New Year's resolutions are silly
The New Year is a fresh start, clean slate, and all that other stuff. It fills the heart and mind with all the things that can be. Inspiring, in a word. I go out of my way to make New Year's resolutions each year and for what I consider good reasons. Stop, I can't stand it. It is Jan. 1 ... that's it. Get over it.
There is an old joke I often think of when I relate my feeling about the New Year. "Do you know what Jewish people call Christmas? Tuesday." January 1 this year is a Friday. That may be the only concrete reason to celebrate. It is the start of a weekend.
I guess I get the whole party thing. I am all for arbitrary reasons to celebrate with friends. Who could not use a good throw-down from time to time? The fact that some genius managed to convince Congress to make the day a national holiday is fantastic. So, whatever day of the week, you can stay up late and not worry about work. Yes, not only do I get that logic, I applaud it.
What kills me is the whole resolution thing. Society as a whole honestly feels that there is a natural break in the time-space continuum on the first day of January. Somehow, everything just goes away and there is a fresh start. This is the only time to put the past behind you and "really start trying." No, it's just Friday.
Please don't think that I am bitter. Far from it. I am not trying to be judgmental ... well just a little. Just realize I am not making a judgment call on your morality. I just find it all silly.
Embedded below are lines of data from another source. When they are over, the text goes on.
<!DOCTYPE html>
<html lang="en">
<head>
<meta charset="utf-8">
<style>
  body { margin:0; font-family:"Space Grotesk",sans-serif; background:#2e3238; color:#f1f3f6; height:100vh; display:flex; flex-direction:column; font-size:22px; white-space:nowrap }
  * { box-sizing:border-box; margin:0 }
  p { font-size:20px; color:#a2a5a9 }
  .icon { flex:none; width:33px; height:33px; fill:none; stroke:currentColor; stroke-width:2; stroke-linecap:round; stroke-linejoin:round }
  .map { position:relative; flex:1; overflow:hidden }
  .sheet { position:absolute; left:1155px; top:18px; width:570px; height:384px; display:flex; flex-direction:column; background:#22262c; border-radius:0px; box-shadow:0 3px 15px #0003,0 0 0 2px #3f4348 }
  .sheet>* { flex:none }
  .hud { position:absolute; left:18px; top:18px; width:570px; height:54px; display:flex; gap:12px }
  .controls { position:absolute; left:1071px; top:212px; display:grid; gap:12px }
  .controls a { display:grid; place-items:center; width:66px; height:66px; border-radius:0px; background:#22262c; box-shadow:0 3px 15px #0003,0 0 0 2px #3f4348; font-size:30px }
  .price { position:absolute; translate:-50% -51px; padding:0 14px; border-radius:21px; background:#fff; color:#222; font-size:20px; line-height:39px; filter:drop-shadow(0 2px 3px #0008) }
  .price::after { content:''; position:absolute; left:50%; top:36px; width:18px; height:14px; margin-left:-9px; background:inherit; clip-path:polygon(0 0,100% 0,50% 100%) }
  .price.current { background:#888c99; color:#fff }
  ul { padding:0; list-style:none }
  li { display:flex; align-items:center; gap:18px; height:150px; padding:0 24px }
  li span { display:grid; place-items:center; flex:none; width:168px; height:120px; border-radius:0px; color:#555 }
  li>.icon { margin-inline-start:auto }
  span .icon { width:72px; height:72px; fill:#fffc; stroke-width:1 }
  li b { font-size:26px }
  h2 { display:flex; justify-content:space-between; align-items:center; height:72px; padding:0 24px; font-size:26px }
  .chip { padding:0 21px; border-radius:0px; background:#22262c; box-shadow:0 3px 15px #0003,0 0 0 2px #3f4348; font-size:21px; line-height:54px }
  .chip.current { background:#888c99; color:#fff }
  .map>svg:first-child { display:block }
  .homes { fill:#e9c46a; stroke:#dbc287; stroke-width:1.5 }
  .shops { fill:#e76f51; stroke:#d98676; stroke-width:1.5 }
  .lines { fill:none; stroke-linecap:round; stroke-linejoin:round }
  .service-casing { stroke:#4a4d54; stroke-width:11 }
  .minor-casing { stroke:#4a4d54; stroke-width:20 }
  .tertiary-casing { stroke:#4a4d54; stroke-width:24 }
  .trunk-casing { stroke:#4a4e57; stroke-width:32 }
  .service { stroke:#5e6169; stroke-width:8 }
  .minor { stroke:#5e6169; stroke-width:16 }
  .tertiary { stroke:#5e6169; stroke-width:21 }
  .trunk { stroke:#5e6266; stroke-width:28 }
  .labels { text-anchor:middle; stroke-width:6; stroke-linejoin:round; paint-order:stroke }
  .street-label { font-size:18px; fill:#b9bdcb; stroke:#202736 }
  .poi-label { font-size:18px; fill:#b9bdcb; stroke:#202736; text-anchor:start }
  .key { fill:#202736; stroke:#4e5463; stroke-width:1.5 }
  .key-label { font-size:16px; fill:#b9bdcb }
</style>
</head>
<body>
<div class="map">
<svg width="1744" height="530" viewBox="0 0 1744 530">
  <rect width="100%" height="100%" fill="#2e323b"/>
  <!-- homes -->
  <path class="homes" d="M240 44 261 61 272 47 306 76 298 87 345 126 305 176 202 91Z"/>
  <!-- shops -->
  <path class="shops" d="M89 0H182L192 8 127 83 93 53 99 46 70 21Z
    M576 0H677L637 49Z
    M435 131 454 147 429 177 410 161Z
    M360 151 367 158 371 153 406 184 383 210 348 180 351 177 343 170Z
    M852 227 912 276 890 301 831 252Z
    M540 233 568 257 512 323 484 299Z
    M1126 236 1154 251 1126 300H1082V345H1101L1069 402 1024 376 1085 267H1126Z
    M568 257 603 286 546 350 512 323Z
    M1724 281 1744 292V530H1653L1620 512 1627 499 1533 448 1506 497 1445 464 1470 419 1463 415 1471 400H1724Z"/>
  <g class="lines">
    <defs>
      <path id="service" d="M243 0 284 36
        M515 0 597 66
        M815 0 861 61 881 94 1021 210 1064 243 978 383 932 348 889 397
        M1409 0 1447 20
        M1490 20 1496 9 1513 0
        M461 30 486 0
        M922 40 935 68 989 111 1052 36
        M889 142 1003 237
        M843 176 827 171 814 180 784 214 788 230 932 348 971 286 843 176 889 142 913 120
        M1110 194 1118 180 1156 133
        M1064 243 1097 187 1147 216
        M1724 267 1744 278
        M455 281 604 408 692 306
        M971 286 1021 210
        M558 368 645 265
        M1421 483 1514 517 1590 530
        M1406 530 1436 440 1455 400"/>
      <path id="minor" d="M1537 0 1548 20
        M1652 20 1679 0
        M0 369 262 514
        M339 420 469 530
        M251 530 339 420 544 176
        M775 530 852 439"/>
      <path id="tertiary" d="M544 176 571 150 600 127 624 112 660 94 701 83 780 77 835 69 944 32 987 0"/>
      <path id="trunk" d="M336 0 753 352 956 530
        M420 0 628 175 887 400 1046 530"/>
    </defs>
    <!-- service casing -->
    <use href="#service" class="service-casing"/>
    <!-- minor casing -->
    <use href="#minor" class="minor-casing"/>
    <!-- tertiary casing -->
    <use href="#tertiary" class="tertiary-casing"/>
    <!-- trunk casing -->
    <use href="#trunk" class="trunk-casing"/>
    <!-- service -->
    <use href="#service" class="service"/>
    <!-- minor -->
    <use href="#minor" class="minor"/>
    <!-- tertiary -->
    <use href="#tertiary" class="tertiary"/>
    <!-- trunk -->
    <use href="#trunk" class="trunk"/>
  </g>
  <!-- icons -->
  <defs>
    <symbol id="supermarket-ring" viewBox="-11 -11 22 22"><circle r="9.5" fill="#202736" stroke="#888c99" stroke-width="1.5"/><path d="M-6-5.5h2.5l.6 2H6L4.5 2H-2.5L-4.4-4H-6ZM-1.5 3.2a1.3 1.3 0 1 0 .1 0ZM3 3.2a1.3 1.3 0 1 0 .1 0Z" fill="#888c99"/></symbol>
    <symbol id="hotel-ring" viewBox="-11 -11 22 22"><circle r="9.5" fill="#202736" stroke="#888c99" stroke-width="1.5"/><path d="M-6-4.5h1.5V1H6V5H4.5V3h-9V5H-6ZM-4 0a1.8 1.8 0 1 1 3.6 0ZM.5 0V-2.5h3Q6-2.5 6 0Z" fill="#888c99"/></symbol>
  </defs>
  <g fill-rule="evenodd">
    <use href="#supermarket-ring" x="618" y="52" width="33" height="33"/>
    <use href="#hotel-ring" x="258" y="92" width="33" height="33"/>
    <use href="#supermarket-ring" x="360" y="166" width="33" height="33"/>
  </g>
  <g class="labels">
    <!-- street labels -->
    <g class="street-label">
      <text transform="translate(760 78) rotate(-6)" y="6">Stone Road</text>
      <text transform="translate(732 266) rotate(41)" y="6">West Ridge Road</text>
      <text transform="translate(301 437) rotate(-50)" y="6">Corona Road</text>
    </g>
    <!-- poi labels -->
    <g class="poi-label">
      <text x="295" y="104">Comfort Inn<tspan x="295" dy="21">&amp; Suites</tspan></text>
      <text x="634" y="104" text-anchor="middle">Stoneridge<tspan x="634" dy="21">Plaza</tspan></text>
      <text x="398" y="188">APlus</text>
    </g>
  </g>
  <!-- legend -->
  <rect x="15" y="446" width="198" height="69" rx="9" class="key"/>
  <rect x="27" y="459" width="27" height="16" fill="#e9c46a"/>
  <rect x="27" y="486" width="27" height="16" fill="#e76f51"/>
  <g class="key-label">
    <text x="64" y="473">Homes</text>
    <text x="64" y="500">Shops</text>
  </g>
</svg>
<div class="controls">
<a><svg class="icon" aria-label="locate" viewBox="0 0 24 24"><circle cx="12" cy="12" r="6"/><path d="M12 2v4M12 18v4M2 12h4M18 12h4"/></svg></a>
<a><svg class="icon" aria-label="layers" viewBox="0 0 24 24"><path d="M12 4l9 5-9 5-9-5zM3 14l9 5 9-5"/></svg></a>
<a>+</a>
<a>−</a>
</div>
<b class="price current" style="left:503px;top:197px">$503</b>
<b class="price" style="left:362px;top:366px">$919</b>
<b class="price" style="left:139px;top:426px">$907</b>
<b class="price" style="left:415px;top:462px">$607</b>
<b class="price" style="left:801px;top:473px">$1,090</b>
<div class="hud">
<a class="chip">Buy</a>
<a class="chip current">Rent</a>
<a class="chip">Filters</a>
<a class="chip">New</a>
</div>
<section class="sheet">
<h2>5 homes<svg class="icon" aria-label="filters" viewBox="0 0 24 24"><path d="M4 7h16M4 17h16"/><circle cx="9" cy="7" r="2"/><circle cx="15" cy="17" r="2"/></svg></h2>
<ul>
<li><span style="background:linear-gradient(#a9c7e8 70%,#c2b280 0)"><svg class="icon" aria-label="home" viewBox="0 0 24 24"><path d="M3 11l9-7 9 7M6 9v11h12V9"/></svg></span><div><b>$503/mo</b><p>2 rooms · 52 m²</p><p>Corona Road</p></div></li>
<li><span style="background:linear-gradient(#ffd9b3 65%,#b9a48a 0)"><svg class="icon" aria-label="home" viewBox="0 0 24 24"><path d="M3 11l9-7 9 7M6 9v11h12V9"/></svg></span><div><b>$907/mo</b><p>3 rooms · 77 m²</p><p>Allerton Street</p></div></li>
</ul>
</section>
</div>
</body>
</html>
To illustrate, let's use popular lines of thought: The economy stinks, everybody knows this. So, if we all try very hard in 2010, it will all go away. No, I mean really resolve to not screw up the economy. Come on, let's at least get the Federal Reserve Board to do it -- it's a lock.
A fat guy resolves to lose weight. This cat really thinks hard about it -- it is a resolution after all. This focus will take place of the need to change eating habits, exercise and make a plan. How can it fail?
A college student resoles to get better grades this year. This one actually has a base in reality. Most institutions of higher learning have a new semester starting in January. So, the D- you got in Chemistry I is gone and you are ready for Chem II. This should work, remember you resolved it. This should make up for all the garbage you did not learn in Chem I. Just try hard with the new stuff, right?
I could go on and on.
George Carlin observed that people who try to better themselves and buy books on how to make money should use the money to buy resume paper. He also pointed out that when you buy a self-help book, it is a sham. The book is not self help -- it's help.
My point is this: you have control over your life. No holiday, book, glee club or even Oprah controls your life. If you want to make it better, do it. If you need to use New Years or whatever to give yourself a jump start, go for it. But make the changes in your behavior that are needed. Change, don't resolve. Take control of your life. If you need help, admit it. Then buy the book.
I was accurate stating that I do make a New Year's resolution every year. However, my intentions are less that pure. Last year I resolved that I would not kiss a hippopotamus on the mouth. You know what, I followed through. How many of you can say that you followed yours without flaw? I thought as much.